- [EXERCISE AIM] Wherever the string "from" shows up in the data below, copy the whole line.

- [STUDY MATERIAL]
● ● ●
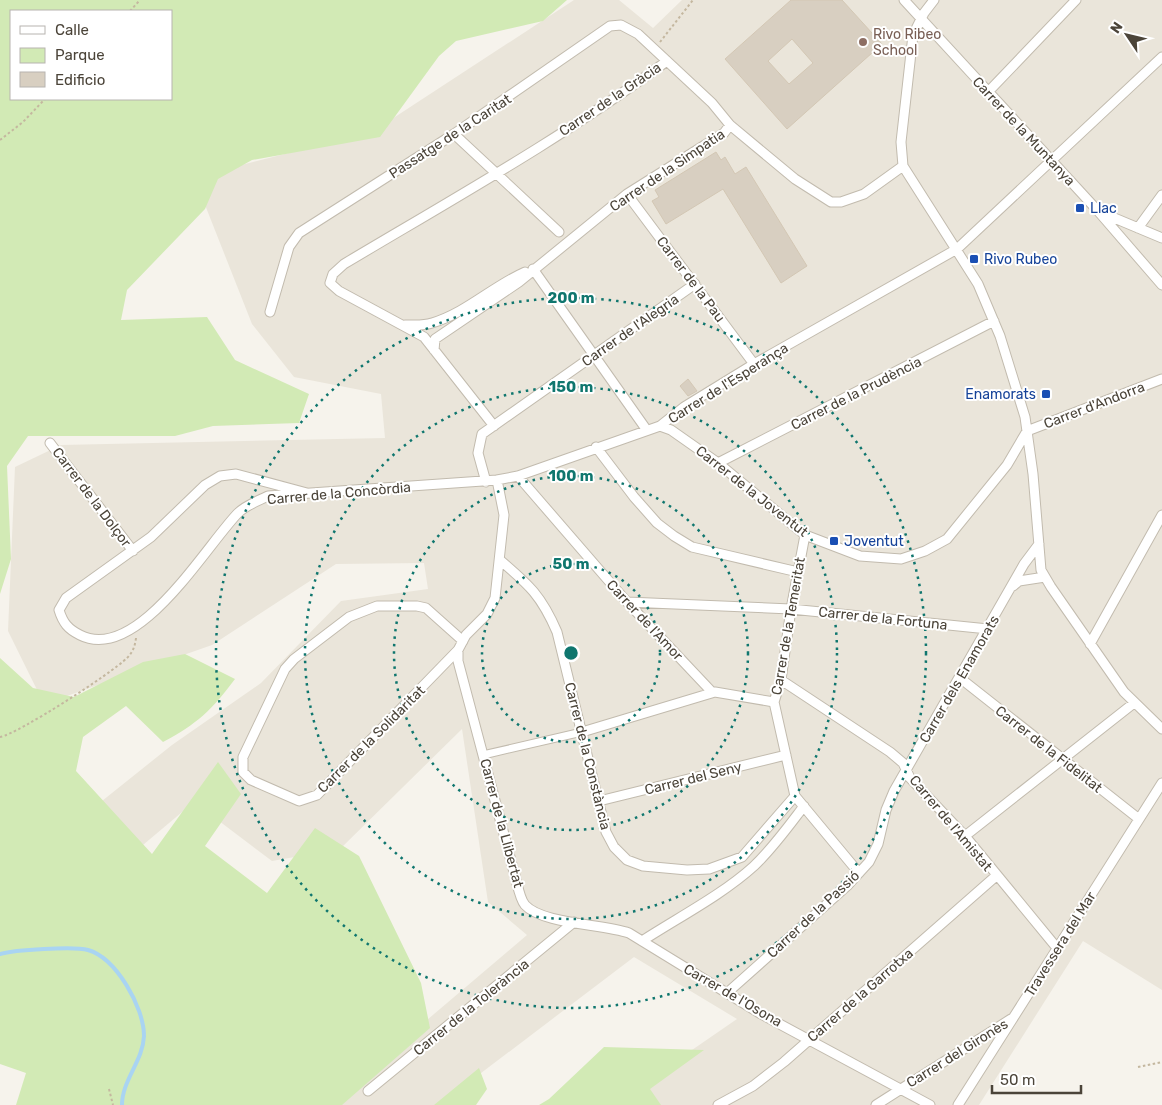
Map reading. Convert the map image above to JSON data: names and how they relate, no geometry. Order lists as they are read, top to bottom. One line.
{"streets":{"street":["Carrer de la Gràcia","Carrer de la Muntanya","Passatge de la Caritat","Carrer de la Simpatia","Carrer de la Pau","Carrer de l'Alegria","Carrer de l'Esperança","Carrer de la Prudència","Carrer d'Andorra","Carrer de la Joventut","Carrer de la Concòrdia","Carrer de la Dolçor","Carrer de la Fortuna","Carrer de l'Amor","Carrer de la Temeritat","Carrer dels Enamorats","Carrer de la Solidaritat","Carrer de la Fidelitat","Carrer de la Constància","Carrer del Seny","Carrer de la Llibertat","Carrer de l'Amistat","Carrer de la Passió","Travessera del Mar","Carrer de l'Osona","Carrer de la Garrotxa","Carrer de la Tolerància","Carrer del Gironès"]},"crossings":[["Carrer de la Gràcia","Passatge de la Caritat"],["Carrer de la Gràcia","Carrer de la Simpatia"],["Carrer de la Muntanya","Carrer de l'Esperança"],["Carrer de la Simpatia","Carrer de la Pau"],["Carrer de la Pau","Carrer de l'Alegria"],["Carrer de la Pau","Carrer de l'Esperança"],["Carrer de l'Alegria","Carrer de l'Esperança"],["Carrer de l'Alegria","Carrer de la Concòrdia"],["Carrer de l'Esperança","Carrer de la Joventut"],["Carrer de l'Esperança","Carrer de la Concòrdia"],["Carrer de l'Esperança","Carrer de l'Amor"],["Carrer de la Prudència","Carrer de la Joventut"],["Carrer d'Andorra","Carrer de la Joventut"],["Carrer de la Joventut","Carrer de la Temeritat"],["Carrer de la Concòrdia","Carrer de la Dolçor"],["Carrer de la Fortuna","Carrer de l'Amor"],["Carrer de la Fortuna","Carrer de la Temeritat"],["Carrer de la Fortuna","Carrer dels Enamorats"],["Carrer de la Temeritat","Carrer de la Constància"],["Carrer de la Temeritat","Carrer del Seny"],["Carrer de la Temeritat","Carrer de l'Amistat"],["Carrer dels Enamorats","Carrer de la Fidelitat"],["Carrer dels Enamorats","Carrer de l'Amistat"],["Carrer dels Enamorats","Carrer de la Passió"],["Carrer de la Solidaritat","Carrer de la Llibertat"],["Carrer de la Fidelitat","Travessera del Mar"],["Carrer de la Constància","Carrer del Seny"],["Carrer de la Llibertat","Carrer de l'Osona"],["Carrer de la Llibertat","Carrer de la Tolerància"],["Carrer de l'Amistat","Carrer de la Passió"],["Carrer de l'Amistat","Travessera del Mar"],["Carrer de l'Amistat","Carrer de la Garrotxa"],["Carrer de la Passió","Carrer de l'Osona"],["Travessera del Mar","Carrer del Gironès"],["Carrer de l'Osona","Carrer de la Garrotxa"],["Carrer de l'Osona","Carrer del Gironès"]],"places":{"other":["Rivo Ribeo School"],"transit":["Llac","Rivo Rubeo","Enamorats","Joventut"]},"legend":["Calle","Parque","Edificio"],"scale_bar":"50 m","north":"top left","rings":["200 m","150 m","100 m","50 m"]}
● ● ●
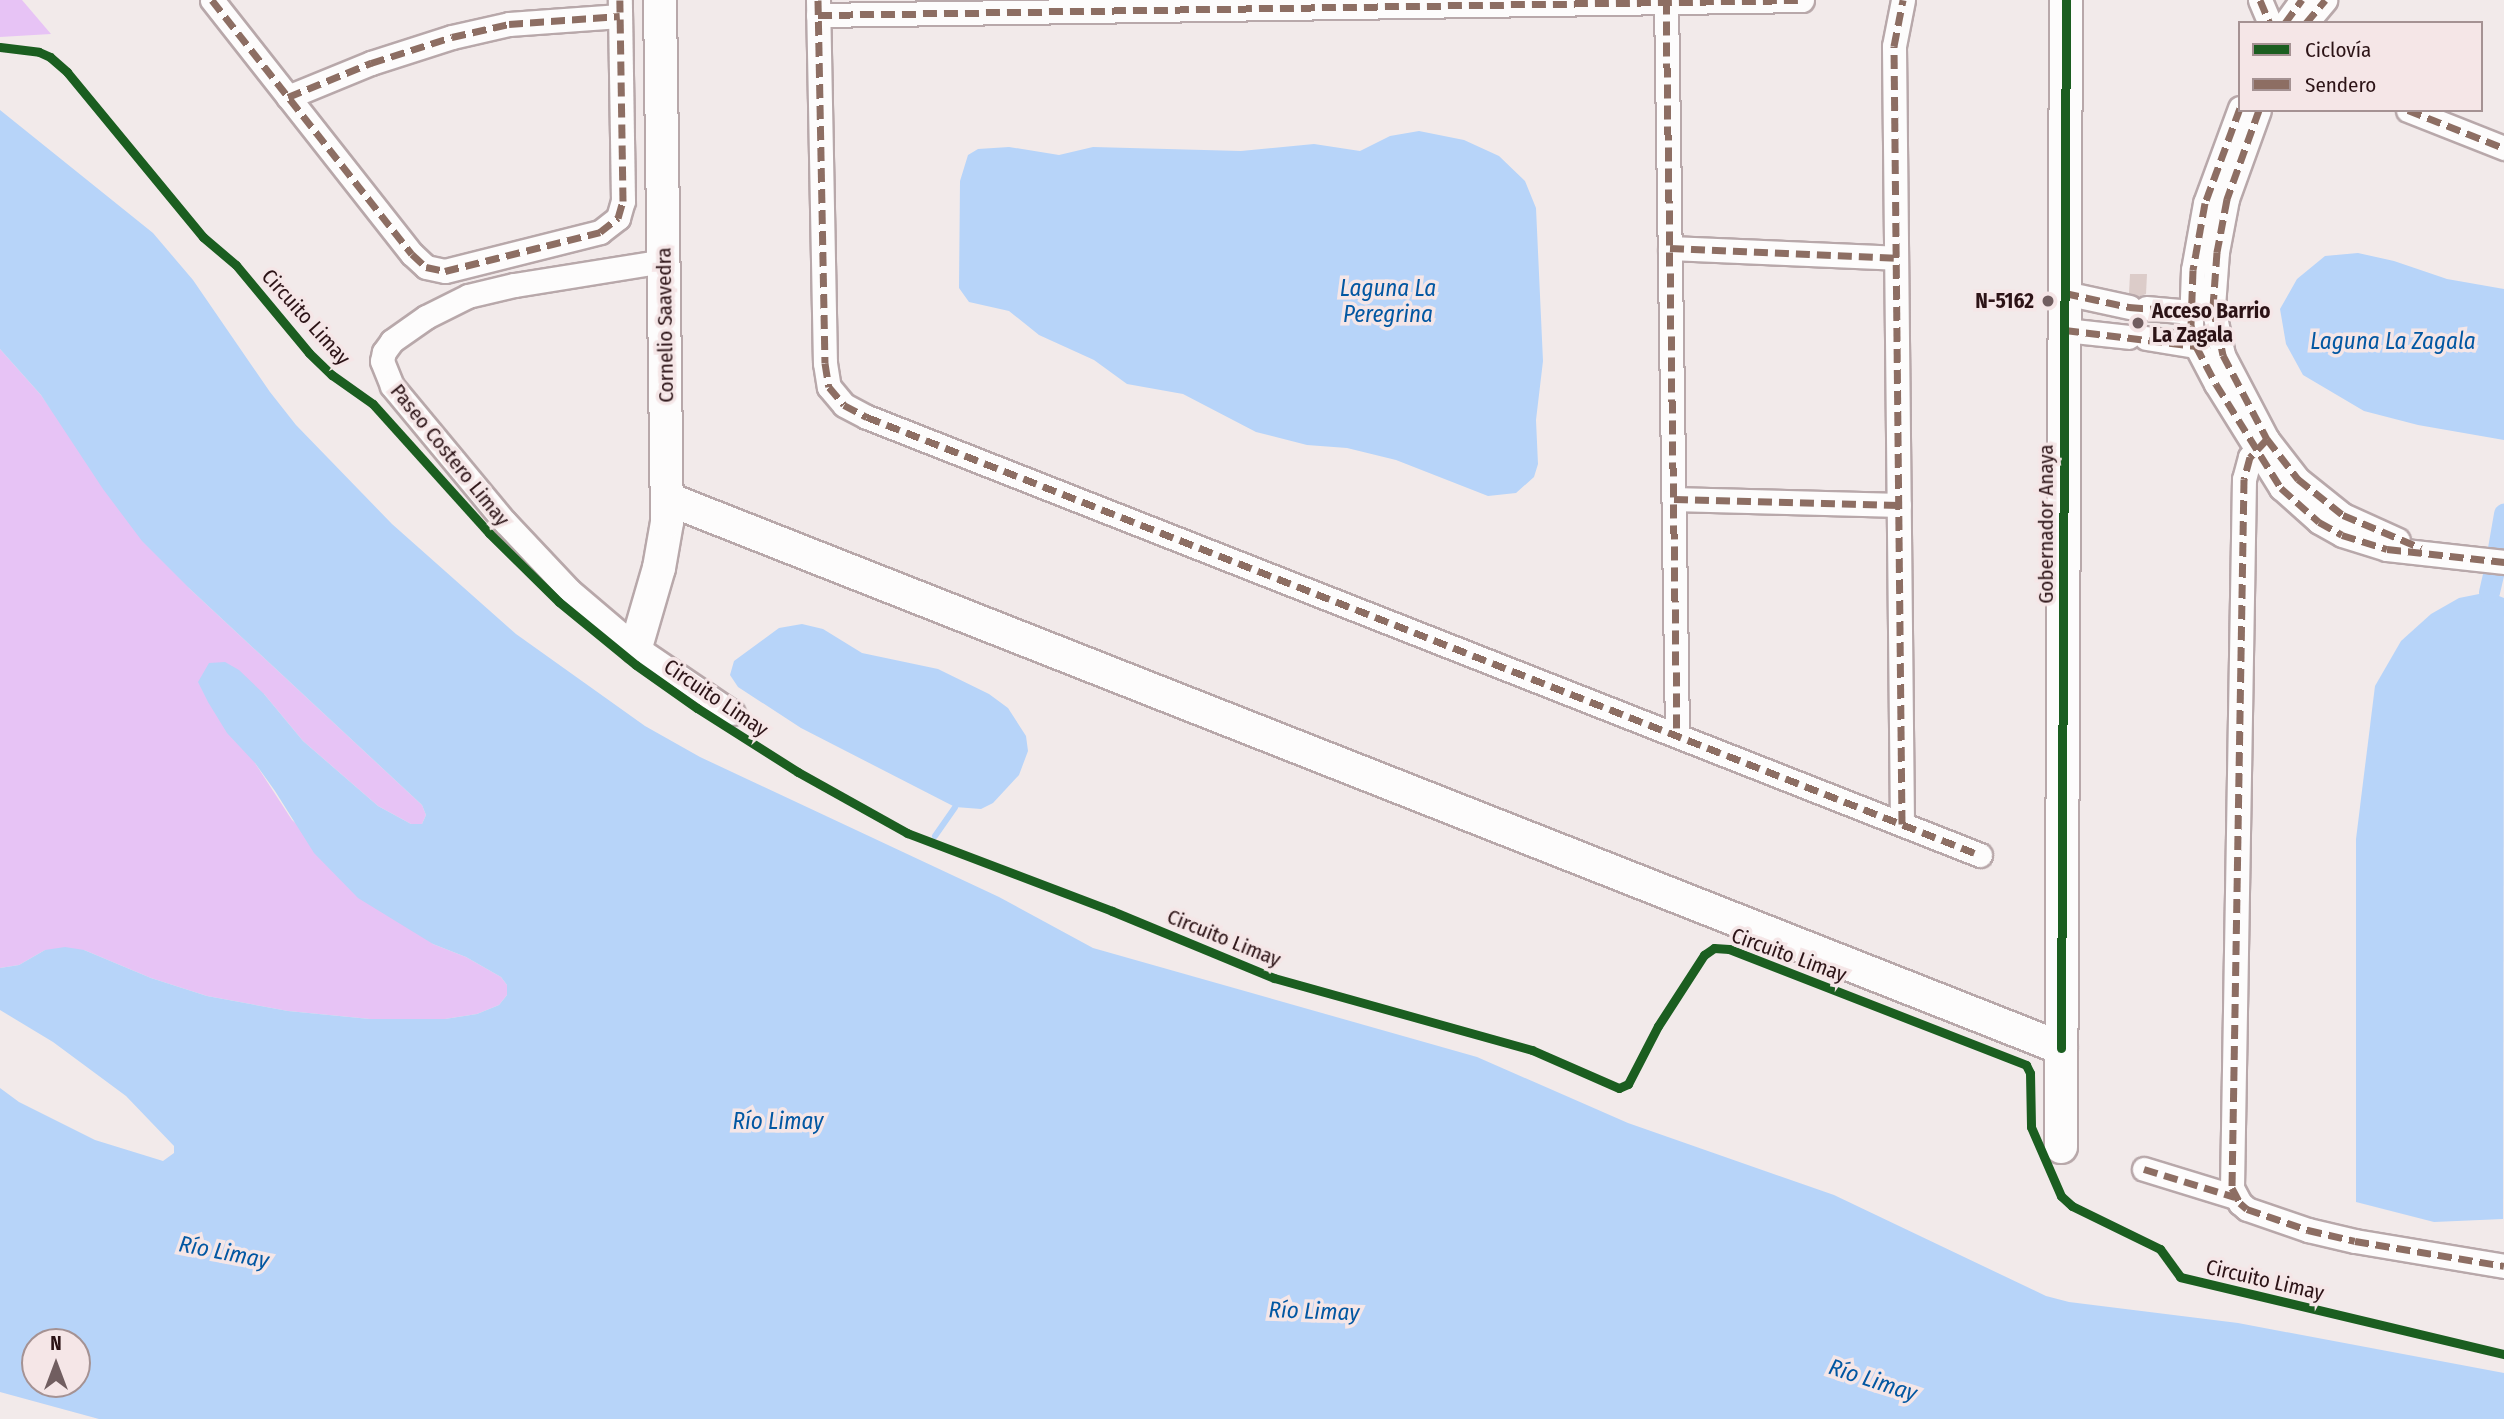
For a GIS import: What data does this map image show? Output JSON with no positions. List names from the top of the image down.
● ● ●
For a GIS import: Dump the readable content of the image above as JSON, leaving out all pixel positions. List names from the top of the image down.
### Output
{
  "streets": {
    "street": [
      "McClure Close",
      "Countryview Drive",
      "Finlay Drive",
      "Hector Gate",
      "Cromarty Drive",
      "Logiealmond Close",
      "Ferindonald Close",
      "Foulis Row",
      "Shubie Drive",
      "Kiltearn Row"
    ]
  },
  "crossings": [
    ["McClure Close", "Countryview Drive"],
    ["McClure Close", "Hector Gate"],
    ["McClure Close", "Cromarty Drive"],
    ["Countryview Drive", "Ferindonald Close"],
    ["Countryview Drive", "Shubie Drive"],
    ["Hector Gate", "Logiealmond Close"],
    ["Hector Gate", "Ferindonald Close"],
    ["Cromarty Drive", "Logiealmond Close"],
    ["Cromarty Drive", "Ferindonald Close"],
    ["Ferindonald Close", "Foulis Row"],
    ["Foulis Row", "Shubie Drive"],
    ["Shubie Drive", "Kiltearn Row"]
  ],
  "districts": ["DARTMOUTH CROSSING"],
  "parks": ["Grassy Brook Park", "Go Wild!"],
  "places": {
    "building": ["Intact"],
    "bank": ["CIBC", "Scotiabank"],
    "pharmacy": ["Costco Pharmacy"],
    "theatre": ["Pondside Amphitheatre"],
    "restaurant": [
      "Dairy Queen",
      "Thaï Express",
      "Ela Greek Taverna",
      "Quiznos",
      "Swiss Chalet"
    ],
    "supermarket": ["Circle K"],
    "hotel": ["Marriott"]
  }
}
● ● ●
- [RESULT FOR THIS EXERCISE]
For a GIS import: What data does this map image show? Output JSON with no positions. List names from the top of the image down.
For a GIS import: Dump the readable content of the image above as JSON, leaving out all pixel positions. List names from the top of the image down.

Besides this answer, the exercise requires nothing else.